『ル・ノイズ』ニール・ヤング
『ル・ノイズ』ニール・ヤング

 長いキャリアを通じてニール・ヤングは、徹底してホームグロウン的な創作スタイルを貫いてきた。デイヴィッド・ブリッグスが亡くなるまでは、ほぼすべての作品を彼との協働態勢で仕上げてきたことからもわかるとおり、プロデュースを最先端の有名クリエイターに任せるなどということもなかった。参加ミュージシャンに関しても同様のことがいえる。なにせ、あのクレイジー・ホースとの関係をずっと、なによりも大切にしてきた人なのだから。

 2010年を迎えたころ、彼は一度だけ、その基本ルールを棚上げしている。同郷のプロデューサー/アーティスト、ダニエル・ラノワに制作を委ね、彼が当時の創作拠点としていたLA、シルヴァーレイク地区のホームスタジオでアルバムを仕上げたのだ。その成果が、同年秋リリースの『LE NOISE』である。

 ニールより6歳下のラノワは、クェベックの出身。両親の離婚後、母親や兄とオンタリオ州に移るまではまったく英語を話していなかったそうだが、10歳前後での、その大きな環境の変化と相前後して、彼の心はアメリカの音楽、ロックンロールやカントリーに惹かれていったという。17歳のころには、自宅の地下に録音機器を持ち込み、ローカル・バンドのデモ録音などを手がけるようになった。そして、その一部をたまたま耳にして興味を持った奇才ブライアン・イーノに誘われて彼のプロジェクトに参加。U2の『ザ・ジョシュア・トゥリー』やピーター・ゲイブリエルの『SO』、ボブ・ディランの『オー・マーシー』などをプロデュースし、一躍、時の人となったクリエイターだ。

 だがニールは、ヒット請負人としてのラノワに頼ったのではない。ラノワ側から話を持ちかけたわけでもない。ブラック・ダブというユニットでの、ぎりぎりまで無駄を削ぎ落とした音と、そこから浮かび上がる映像感のようなものに強い興味を持ったニールが、彼のほうから電話をかけてきたのだという。90年代半ばにラノワがプロデュースしたエミルー・ハリスの『レッキング・ボール』(タイトル曲は『フリーダム』収録のニール作品で、彼は録音にも協力している)も、ひとつのきっかけとなったようだ。

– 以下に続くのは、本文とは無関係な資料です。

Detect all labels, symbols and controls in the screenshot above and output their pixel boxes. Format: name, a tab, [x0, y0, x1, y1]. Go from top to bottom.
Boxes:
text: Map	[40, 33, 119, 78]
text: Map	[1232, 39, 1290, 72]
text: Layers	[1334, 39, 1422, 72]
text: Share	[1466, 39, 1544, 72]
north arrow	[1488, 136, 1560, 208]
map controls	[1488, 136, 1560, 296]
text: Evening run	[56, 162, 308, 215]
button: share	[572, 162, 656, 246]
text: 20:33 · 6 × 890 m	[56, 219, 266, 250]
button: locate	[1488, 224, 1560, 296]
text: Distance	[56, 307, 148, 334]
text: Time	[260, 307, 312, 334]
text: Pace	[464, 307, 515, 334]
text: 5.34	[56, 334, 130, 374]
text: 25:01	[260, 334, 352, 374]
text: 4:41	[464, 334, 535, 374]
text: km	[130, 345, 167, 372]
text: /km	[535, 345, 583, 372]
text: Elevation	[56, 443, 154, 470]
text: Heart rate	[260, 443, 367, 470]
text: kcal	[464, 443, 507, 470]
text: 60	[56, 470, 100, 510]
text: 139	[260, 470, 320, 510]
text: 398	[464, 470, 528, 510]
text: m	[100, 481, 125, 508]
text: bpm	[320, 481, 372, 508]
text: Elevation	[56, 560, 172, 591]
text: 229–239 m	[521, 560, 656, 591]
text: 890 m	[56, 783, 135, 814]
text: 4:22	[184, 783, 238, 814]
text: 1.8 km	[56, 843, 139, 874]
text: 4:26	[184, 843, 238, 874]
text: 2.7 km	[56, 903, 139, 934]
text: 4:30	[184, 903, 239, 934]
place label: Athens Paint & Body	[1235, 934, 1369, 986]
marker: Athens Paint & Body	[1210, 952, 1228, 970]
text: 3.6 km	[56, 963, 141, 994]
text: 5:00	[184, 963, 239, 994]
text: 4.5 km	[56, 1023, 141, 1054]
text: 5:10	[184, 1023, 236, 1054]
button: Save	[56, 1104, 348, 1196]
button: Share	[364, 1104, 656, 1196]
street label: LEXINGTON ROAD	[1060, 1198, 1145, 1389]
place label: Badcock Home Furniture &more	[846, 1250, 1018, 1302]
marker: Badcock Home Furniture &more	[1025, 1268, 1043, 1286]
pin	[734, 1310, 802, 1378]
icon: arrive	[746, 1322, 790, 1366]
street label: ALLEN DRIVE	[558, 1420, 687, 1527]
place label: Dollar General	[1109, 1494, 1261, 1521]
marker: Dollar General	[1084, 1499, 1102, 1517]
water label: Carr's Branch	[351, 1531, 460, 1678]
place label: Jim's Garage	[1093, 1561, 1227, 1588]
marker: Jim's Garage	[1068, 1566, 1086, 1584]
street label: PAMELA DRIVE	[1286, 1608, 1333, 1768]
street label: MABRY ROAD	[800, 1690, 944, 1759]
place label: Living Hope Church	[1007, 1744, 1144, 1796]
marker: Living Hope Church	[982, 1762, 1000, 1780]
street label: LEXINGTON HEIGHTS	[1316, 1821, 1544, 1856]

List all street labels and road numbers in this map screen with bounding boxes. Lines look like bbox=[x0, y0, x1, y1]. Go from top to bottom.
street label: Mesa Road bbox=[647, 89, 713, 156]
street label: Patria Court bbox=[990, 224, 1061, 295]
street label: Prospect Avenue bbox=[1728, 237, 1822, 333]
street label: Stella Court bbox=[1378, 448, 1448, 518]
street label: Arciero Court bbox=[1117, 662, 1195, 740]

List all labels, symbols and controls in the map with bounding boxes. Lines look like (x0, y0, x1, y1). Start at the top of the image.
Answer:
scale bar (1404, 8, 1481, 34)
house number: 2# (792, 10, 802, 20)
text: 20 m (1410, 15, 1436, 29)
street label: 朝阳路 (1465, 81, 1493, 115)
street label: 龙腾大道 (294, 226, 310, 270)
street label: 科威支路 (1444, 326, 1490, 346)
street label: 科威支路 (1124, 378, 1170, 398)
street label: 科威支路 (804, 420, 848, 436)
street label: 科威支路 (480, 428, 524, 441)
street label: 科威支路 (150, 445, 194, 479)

『LE NOISE』収録曲はすべて、ギター1本を抱えての、ソロ・パフォーマンス。アコースティックが2曲、ギブソン/グレッチが6曲という構成だ。ニールらしい、ニールにしか書けない曲を、一切の無駄を排してライヴ録音。そこから生まれる倍音やノイズ、残響音などにラノワが独特の感性で処理を加え、聴く者を深く引き込んでしまう、魅力的な空間に仕上げている。[次回3/26(水)更新予定]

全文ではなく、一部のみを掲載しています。